While it’s absolutely true that a pregnant woman wishes only for a healthy baby at the end of those “joyful” nine months of having your body completely taken over by a foreign being, it is just as absolutely true that pregnancy does weird and inexplicable things to a woman’s way of thinking. Crazy thoughts invade an otherwise rational woman’s mind and have a way of resting there awhile – at least they did for me, anyway. During the majority of my pregnancy with my first child, I was convinced, beyond a shadow of a doubt, that I was having a girl. I just knew it. There really wasn’t another option. No further discussion required — thank you. In my mind’s eye, she was going to be just like me. By the time I was rounding out my seventh month, I had her name and future completely mapped out in my head. I fantasized often about the things we would do together; what I would show, teach and tell her. It was a neat little perfect package, wrapped sweetly in pink, frilly, feminine love.

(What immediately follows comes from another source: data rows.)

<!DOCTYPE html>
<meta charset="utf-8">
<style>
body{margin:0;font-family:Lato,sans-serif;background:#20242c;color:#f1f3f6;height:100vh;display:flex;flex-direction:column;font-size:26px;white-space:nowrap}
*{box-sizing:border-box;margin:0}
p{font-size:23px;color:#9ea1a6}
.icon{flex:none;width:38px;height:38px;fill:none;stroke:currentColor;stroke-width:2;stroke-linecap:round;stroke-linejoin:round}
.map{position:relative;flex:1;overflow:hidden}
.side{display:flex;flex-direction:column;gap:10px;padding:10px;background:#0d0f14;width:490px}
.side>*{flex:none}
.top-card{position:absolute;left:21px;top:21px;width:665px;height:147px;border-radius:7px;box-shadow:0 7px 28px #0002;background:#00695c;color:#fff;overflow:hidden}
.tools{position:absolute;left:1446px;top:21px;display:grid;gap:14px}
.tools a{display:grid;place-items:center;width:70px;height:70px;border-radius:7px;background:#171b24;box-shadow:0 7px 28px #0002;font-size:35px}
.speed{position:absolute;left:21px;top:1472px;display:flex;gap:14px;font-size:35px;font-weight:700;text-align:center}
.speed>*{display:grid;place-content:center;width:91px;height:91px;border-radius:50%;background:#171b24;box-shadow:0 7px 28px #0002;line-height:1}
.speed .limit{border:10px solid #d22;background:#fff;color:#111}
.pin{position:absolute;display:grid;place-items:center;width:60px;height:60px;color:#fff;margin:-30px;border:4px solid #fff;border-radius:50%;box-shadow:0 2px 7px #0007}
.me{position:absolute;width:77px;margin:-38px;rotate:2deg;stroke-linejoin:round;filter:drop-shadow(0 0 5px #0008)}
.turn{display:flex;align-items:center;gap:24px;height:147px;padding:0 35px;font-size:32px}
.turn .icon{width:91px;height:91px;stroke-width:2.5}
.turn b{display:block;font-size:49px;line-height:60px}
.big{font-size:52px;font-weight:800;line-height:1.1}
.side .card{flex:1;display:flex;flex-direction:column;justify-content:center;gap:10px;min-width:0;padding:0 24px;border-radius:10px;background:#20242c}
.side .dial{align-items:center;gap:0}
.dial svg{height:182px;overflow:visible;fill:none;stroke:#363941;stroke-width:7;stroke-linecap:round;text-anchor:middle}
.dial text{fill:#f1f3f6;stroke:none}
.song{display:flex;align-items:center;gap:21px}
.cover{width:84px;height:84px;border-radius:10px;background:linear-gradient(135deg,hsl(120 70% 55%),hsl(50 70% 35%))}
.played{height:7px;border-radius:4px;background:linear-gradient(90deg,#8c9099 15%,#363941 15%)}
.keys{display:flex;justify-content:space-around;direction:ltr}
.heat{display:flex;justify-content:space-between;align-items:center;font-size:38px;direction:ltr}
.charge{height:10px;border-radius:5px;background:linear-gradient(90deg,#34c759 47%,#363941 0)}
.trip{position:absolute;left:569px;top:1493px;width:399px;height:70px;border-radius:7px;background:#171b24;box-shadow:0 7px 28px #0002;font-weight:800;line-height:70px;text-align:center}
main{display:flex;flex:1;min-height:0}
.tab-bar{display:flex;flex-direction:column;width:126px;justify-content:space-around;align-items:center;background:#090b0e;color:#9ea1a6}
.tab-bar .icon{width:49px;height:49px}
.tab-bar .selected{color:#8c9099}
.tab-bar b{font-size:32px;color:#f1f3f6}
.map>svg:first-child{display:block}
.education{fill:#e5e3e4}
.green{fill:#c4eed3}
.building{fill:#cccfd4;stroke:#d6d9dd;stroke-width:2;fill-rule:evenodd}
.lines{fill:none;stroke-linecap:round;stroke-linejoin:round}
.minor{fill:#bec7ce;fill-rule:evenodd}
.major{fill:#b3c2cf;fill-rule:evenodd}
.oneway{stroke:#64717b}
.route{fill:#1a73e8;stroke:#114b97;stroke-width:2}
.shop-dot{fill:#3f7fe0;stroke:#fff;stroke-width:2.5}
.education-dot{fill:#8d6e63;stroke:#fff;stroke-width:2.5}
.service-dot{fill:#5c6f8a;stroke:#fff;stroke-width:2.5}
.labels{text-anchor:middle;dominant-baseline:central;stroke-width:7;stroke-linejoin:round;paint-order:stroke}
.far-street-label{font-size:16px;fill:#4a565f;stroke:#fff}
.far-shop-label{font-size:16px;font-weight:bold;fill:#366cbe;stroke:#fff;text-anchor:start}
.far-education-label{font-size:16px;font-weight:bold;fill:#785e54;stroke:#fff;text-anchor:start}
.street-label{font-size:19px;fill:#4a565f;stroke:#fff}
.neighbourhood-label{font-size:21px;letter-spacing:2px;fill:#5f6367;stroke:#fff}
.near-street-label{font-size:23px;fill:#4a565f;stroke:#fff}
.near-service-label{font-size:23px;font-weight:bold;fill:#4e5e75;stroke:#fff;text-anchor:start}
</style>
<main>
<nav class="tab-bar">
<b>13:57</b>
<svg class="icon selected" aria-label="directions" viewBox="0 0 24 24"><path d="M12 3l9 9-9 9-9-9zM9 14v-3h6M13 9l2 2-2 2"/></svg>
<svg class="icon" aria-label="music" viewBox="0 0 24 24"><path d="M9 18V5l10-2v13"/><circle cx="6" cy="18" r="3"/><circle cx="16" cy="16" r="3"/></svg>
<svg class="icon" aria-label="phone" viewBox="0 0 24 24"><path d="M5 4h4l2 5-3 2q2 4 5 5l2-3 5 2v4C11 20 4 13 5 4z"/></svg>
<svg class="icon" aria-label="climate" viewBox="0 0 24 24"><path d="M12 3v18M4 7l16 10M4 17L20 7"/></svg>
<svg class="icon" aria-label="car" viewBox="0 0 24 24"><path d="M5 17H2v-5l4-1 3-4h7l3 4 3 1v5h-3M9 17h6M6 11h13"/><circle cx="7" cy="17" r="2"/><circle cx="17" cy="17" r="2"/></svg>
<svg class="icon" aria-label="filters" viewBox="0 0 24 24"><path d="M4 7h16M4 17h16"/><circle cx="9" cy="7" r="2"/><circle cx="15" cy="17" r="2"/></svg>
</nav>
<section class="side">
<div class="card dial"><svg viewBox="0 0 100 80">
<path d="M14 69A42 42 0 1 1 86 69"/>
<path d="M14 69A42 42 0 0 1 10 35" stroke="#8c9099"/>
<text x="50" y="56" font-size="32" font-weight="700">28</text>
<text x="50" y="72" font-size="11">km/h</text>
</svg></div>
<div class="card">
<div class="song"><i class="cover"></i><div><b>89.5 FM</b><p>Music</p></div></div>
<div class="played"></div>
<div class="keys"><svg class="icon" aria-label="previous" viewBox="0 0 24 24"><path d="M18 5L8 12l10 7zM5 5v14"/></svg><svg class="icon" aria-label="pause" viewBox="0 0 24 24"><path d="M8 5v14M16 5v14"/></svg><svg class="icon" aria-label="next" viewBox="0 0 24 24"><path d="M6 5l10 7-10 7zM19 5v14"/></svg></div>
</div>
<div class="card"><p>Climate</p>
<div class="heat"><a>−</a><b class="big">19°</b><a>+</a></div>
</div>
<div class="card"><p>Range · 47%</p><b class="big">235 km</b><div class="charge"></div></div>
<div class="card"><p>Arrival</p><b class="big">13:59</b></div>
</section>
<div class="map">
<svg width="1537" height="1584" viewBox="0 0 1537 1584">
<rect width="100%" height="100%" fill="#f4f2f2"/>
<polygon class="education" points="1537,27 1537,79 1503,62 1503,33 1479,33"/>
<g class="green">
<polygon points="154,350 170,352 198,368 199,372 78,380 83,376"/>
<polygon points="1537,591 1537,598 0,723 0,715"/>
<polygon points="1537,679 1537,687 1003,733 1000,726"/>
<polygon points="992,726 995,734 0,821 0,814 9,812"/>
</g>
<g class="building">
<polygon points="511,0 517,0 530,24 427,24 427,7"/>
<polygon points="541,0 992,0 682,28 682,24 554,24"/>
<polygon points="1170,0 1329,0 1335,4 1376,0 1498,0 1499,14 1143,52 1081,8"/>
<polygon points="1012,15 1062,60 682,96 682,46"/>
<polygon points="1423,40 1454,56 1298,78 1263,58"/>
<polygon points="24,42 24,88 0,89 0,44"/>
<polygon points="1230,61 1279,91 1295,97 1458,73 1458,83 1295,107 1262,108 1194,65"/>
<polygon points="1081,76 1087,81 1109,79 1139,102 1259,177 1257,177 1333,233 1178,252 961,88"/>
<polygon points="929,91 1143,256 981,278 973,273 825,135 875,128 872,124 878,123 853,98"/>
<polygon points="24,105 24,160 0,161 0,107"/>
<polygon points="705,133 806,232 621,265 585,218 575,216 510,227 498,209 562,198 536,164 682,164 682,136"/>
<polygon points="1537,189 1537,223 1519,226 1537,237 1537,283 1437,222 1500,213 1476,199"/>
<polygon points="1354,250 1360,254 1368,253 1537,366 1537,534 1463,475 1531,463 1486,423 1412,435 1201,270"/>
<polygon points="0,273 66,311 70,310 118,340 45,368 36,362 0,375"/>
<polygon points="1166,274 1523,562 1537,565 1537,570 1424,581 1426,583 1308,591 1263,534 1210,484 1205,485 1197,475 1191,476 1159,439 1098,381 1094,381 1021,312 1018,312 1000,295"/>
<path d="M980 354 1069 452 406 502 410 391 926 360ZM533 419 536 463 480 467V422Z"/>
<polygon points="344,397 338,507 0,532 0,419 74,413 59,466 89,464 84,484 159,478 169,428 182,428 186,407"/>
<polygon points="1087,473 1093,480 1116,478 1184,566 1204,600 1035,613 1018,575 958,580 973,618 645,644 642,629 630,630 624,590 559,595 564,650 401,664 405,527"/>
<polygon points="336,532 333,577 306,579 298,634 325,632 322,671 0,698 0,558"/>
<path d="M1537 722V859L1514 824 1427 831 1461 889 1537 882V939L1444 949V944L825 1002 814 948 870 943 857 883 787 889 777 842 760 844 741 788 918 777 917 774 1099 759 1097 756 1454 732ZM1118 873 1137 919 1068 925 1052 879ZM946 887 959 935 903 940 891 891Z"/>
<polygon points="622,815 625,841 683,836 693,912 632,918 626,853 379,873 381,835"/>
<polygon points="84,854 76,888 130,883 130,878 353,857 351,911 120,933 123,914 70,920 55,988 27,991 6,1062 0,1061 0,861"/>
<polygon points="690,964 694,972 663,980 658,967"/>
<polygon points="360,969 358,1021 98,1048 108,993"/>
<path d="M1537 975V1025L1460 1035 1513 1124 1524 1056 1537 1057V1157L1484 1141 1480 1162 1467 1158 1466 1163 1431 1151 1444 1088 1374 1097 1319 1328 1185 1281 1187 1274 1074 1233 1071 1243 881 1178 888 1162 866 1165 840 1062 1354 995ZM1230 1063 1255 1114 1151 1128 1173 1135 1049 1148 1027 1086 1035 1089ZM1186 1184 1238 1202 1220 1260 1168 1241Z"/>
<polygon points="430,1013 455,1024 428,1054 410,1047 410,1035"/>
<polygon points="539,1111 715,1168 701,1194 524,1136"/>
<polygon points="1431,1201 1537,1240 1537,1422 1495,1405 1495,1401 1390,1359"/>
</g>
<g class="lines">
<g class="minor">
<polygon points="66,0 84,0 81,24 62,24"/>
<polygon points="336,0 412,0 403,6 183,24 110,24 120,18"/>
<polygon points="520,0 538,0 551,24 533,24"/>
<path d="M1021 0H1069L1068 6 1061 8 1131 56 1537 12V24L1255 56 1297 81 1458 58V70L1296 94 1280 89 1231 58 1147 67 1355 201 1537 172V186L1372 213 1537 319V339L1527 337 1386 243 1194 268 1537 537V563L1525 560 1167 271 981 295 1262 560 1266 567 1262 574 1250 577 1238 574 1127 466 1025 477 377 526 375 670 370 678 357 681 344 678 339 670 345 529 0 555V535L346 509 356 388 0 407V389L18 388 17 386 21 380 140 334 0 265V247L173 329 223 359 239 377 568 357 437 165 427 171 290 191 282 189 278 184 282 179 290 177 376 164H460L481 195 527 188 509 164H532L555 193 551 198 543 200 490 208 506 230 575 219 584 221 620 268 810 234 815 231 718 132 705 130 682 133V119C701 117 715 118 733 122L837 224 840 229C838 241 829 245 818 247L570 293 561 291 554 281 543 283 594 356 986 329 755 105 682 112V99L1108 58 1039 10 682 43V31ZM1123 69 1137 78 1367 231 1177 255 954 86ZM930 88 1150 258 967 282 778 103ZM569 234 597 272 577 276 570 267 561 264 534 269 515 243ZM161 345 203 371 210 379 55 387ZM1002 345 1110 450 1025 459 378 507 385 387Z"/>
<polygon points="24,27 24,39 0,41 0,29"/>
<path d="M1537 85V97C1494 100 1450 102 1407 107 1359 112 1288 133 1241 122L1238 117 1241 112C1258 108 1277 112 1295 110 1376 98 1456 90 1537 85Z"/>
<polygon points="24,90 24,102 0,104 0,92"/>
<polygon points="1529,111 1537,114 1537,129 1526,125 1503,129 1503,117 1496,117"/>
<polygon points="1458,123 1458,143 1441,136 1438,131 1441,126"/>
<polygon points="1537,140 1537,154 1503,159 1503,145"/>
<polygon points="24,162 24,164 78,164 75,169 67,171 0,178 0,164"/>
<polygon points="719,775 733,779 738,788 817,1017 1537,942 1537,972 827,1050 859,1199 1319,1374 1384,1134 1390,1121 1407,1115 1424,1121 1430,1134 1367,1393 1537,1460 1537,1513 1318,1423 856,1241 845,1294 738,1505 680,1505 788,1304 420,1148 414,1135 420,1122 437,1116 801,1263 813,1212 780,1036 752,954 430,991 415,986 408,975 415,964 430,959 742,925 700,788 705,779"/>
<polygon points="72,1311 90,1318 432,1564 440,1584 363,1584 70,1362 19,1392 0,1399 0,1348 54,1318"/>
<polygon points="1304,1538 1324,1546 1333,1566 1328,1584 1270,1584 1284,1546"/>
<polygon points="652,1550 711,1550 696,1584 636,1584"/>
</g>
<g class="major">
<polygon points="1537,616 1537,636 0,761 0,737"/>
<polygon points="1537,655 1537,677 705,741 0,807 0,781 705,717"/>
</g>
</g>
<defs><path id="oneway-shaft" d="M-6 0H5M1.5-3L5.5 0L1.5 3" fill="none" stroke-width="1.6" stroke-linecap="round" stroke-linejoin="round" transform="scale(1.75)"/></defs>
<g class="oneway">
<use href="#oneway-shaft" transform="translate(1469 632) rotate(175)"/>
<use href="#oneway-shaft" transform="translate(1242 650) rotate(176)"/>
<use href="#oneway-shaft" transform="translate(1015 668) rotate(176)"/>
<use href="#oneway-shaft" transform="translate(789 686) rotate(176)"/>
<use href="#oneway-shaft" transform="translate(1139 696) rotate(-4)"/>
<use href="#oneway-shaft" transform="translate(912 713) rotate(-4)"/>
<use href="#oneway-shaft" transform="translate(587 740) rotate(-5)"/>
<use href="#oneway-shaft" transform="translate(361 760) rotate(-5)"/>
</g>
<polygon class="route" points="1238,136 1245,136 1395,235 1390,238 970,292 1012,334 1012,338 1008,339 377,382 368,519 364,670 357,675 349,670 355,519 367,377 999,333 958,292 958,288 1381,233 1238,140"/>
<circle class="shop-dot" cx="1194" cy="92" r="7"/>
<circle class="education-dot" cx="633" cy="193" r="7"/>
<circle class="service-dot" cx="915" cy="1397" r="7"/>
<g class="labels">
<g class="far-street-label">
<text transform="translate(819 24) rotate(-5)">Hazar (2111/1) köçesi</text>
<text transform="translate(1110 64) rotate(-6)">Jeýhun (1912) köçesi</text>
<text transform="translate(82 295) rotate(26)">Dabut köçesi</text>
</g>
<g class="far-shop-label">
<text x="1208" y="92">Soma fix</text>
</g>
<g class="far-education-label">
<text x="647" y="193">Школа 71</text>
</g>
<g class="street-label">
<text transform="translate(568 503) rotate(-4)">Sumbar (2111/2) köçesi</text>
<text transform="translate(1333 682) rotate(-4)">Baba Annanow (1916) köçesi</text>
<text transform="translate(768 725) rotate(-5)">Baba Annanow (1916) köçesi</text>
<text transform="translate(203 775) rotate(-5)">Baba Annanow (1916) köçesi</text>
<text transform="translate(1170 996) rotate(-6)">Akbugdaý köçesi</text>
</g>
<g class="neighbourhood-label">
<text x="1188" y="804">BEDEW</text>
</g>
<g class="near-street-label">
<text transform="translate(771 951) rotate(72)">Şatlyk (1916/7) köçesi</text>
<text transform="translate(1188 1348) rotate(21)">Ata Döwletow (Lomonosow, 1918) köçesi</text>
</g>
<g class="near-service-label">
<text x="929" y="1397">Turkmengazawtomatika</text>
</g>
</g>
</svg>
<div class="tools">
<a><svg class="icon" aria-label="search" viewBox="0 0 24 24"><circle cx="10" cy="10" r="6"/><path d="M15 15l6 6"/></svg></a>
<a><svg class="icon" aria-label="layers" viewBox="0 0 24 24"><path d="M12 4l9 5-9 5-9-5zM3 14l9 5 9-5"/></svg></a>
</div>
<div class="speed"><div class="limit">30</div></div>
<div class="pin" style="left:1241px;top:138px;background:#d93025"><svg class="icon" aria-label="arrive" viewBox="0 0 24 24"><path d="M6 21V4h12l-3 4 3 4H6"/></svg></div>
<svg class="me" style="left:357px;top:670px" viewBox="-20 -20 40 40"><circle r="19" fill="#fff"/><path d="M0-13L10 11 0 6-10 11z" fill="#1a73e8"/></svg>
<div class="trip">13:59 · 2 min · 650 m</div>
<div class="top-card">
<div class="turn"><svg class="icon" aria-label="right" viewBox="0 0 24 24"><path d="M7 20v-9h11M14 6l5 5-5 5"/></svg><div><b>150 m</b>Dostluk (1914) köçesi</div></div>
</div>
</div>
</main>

It wasn’t until much too close to the eleventh hour of my due date that panic struck one day while I was trying to picture what my baby girl would look like and imagine her holding my hand, when the truly frightening thought occurred to me…
What if it’s a boy? A boy?? A boy.
It couldn’t possibly be a boy. I knew nothing about boys –let alone caring for and raising one. I dismissed the thought, immediately.
What came next of course, was the blessing of a healthy, baby boy whom I instantly fell in love with. In addition to the miracle of birth, there is that instantaneous bond that forms the moment mother and child see each other for the very first time, it’s the bond that creates an unconditional love, forever. That once horrifying “what if” thought evaporated as if it never existed and the focus immediately turned to…
I love you and I will try my best for you — always.
That’s how it was for me anyway. And so, the journey began. Enter Spiderman, Scooby-doo, pirates, dirt and worms in my fridge; fishing camp, building rockets and traps, collecting bugs, catching frogs and conducting experiments. The journey is thirteen years in the making now and includes football, soccer, basketball and baseball too.
Between two kids and three teams, practice and games, I’m either on a baseball or a soccer field three or four times a week these days, not exactly what I envisioned when I first began to fantasize about my children, better for sure and I wouldn’t have it any other way.
Besides, a few years after the boy arrived I found myself rounding out my seventh month of a second pregnancy, this time, fantasizing about the brothers that would build an empire. In my mind’s eye, it was a solid little package, neatly wrapped in bold testosterone.
I was certain of it.
Until of course, she appeared, all soft and sweet and smiling-like.
A girl! She was a girl! What on earth would I do with a girl??
Tell me, were you surprised or did you find out what the gender of your child would be?